* _Try it_: Identify every line in the records below that contains the word "rows", and reproduce each one.

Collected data
[Start of Attachment]
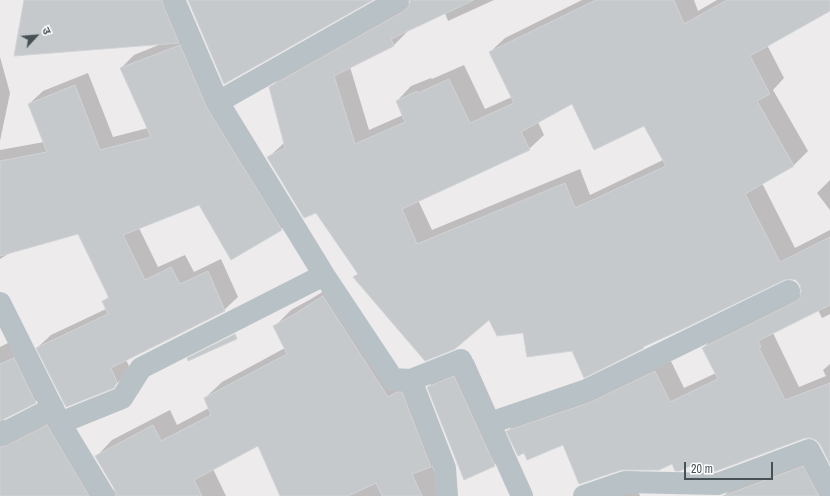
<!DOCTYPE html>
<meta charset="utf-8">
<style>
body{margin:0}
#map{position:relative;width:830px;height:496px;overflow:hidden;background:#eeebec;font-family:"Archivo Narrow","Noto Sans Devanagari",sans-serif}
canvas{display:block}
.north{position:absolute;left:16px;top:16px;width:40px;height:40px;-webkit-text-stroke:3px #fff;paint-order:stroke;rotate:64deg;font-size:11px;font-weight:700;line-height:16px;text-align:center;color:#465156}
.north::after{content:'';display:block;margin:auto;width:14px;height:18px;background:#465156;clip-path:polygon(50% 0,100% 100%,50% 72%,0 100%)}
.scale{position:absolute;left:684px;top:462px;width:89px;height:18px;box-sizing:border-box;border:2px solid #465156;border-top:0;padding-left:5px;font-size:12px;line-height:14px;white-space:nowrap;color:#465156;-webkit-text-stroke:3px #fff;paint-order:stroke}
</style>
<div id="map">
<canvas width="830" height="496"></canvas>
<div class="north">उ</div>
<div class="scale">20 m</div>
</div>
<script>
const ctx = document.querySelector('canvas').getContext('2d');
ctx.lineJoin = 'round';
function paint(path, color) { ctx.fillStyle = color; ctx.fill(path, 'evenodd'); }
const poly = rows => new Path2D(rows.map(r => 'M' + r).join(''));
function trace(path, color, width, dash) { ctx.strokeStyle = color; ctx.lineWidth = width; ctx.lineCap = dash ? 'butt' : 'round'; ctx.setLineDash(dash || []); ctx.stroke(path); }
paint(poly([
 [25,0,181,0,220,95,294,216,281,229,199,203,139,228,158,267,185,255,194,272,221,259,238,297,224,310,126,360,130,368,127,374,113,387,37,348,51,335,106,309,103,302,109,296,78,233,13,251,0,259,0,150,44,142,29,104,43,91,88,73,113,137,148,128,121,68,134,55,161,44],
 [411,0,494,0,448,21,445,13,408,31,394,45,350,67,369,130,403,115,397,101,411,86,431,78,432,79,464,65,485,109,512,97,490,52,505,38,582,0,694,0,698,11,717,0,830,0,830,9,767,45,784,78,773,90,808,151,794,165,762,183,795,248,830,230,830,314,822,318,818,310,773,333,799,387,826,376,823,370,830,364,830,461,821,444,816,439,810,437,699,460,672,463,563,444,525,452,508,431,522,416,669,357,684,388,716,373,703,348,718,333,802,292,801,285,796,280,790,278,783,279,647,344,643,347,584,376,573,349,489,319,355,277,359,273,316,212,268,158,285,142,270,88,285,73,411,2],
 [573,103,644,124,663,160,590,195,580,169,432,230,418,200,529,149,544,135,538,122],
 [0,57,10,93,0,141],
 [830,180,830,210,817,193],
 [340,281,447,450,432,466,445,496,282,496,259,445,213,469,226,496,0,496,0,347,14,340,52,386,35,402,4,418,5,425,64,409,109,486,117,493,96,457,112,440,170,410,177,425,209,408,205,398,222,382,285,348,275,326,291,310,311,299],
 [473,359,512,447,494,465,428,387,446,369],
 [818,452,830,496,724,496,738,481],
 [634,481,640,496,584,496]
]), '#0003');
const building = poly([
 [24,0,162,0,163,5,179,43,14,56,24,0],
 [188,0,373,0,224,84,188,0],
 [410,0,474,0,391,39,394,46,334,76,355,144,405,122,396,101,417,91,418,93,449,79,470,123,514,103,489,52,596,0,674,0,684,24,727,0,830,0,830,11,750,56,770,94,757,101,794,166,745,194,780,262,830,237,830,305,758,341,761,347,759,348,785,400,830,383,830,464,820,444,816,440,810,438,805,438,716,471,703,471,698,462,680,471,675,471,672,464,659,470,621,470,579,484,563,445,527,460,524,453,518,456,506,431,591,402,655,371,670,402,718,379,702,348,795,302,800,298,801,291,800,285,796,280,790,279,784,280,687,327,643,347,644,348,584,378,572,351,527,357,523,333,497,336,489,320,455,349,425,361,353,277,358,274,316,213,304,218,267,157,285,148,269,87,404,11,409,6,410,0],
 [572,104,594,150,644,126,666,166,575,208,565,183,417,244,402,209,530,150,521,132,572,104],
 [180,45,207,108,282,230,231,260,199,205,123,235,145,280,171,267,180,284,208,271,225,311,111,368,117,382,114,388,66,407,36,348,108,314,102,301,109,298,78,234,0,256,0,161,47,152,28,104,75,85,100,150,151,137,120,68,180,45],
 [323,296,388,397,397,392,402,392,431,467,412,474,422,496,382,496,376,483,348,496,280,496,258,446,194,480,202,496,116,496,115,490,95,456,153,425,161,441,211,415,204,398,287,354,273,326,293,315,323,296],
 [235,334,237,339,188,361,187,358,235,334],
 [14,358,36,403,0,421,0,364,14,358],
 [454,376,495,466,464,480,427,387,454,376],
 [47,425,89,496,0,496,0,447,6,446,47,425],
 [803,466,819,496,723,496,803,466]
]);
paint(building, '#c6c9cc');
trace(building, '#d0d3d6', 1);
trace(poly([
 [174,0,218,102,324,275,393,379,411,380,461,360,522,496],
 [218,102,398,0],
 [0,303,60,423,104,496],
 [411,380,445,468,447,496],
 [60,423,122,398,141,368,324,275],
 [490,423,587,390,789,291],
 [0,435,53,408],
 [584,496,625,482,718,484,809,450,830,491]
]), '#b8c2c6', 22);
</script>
[End of Attachment]
[Start of Attachment]
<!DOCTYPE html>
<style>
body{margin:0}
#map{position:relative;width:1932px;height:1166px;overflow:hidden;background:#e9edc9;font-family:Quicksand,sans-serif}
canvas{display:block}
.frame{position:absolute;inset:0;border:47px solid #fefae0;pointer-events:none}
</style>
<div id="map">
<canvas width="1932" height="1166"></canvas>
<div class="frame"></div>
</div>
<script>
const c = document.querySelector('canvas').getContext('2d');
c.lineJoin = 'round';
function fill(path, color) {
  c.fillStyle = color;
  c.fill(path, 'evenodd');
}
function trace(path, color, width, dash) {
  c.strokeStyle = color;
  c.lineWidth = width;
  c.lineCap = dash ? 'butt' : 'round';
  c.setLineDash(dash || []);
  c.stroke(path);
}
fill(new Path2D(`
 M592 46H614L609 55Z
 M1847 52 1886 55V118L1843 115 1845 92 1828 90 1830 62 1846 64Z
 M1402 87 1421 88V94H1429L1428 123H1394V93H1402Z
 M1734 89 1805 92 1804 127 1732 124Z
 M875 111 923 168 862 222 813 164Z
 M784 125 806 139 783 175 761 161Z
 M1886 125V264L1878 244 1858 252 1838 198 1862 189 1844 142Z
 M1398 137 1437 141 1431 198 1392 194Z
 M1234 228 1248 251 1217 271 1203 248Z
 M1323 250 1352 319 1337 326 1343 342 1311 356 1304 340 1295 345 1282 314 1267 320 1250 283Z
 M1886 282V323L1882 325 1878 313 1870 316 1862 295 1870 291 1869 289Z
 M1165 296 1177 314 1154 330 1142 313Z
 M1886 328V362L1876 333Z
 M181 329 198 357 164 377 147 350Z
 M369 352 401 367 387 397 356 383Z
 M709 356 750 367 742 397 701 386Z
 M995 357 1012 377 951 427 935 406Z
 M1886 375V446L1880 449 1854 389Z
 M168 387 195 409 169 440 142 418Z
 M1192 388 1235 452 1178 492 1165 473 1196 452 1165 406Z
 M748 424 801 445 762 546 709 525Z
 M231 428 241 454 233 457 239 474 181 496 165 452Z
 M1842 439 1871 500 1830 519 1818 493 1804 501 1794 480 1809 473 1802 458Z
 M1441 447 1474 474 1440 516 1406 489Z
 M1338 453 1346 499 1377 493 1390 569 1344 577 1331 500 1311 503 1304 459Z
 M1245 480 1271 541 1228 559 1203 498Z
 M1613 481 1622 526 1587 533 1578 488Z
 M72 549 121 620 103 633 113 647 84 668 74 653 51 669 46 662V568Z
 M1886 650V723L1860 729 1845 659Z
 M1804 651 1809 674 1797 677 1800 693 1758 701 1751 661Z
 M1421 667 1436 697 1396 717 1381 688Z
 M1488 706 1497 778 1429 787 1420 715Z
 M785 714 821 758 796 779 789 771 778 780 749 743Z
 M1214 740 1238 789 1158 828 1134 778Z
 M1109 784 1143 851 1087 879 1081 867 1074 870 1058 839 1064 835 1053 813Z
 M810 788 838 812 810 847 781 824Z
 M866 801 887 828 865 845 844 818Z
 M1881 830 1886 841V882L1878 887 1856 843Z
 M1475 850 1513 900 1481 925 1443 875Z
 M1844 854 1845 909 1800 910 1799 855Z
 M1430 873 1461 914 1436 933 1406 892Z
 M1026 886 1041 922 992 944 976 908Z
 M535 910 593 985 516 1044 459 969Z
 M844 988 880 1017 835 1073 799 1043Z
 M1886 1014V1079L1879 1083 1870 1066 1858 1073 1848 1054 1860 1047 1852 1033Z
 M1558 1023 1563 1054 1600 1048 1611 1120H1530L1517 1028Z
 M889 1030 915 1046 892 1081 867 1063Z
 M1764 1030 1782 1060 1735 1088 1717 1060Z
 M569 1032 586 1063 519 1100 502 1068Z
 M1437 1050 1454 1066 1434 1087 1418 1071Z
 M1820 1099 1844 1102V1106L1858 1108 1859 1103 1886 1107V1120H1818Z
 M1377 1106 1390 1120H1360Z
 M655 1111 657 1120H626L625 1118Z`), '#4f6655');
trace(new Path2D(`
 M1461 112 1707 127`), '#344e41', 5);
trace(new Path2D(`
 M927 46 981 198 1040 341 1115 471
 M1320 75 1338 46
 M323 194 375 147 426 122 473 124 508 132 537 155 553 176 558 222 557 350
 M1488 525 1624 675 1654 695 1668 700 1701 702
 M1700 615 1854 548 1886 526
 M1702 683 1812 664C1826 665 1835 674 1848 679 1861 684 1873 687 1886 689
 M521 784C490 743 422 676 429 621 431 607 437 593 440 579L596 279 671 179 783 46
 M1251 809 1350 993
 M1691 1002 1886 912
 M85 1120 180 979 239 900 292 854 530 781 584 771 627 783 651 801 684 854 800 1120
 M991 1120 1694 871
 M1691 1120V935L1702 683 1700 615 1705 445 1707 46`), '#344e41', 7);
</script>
[End of Attachment]
[Start of Attachment]
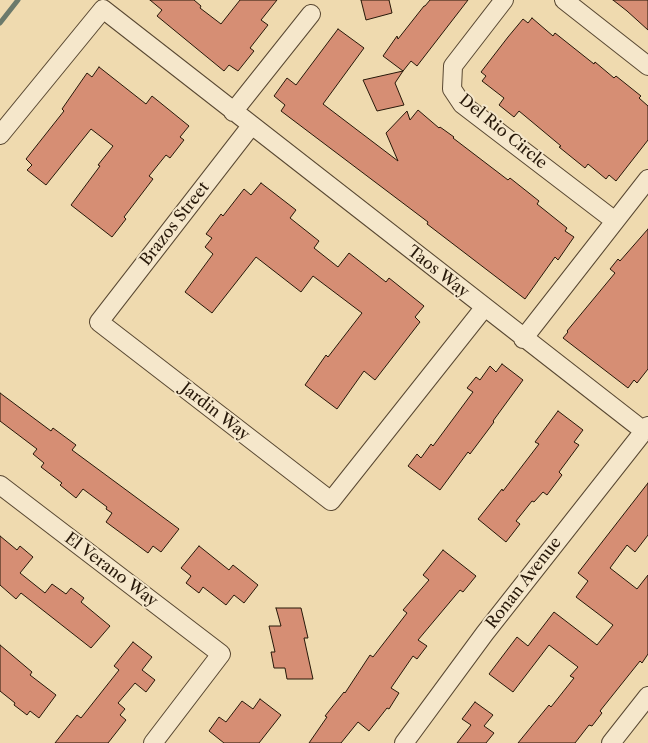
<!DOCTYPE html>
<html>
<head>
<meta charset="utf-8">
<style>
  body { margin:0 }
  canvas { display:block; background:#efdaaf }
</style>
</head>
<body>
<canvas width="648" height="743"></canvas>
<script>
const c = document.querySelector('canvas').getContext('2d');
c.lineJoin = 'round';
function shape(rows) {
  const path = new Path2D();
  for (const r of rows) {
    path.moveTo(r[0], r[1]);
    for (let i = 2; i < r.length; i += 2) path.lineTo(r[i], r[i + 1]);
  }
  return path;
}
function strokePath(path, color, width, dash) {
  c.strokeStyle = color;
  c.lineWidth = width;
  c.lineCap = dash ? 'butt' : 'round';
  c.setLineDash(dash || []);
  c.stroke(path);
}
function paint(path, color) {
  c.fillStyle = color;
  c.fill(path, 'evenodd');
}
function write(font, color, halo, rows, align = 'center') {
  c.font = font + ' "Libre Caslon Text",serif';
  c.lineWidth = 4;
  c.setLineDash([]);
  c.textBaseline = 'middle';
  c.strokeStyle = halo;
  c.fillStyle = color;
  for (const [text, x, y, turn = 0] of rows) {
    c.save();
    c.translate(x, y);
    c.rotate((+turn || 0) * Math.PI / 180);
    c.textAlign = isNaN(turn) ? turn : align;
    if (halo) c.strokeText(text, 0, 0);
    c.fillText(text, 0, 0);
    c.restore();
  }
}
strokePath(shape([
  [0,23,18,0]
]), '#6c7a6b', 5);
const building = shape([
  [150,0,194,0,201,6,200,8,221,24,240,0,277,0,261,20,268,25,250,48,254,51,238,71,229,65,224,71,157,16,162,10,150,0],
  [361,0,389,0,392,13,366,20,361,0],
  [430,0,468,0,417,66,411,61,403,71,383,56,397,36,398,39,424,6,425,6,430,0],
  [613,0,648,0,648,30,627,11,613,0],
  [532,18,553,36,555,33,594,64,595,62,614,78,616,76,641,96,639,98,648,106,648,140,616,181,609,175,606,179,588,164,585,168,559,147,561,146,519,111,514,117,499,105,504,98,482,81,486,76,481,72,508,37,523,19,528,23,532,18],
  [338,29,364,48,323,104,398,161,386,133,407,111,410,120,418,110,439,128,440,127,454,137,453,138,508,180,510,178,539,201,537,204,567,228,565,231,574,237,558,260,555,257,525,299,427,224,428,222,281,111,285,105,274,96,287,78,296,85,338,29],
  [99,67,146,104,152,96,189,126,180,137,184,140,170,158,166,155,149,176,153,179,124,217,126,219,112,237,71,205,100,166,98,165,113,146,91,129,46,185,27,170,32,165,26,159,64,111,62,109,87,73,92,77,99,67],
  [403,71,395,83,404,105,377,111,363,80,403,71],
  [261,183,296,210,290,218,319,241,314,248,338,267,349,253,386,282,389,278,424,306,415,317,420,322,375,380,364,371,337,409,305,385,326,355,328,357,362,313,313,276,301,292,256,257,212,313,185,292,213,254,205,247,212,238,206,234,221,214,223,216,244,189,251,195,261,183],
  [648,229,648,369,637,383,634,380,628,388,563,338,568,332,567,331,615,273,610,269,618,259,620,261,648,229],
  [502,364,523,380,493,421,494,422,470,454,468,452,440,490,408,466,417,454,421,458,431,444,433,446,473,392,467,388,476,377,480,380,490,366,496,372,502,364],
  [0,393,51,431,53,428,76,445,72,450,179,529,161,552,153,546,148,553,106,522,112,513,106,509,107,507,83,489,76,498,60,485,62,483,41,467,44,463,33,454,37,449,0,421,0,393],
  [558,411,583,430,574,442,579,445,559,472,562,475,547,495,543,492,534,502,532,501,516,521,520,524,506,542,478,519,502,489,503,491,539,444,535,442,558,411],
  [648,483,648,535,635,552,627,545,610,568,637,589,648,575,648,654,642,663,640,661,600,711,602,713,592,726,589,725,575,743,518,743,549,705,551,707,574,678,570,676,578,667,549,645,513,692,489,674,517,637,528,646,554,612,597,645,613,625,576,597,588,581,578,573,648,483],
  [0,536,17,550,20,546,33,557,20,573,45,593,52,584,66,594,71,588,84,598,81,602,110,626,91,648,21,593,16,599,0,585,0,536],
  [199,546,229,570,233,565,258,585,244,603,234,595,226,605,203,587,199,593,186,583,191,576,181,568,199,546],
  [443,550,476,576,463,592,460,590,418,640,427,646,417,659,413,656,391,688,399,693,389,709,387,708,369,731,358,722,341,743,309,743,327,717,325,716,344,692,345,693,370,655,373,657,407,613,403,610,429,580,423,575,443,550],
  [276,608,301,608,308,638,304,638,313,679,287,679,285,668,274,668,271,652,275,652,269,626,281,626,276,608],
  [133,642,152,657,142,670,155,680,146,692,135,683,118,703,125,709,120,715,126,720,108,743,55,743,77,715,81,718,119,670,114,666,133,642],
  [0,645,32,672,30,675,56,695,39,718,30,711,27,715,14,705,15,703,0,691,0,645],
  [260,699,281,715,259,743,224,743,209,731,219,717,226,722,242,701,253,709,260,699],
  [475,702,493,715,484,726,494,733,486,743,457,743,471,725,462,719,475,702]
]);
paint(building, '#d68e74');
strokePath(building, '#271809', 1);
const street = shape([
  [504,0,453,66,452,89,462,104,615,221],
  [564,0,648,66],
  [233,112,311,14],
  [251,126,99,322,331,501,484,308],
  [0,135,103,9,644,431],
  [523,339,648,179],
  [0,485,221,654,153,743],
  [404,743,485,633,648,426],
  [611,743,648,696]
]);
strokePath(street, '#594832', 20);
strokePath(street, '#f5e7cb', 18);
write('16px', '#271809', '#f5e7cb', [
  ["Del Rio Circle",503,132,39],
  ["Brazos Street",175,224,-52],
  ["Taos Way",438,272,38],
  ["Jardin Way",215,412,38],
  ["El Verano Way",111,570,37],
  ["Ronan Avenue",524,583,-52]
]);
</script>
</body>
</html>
[End of Attachment]
* _Response to this exercise_:
const poly = rows => new Path2D(rows.map(r => 'M' + r).join(''));
function shape(rows) {
  for (const r of rows) {
function write(font, color, halo, rows, align = 'center') {
  for (const [text, x, y, turn = 0] of rows) {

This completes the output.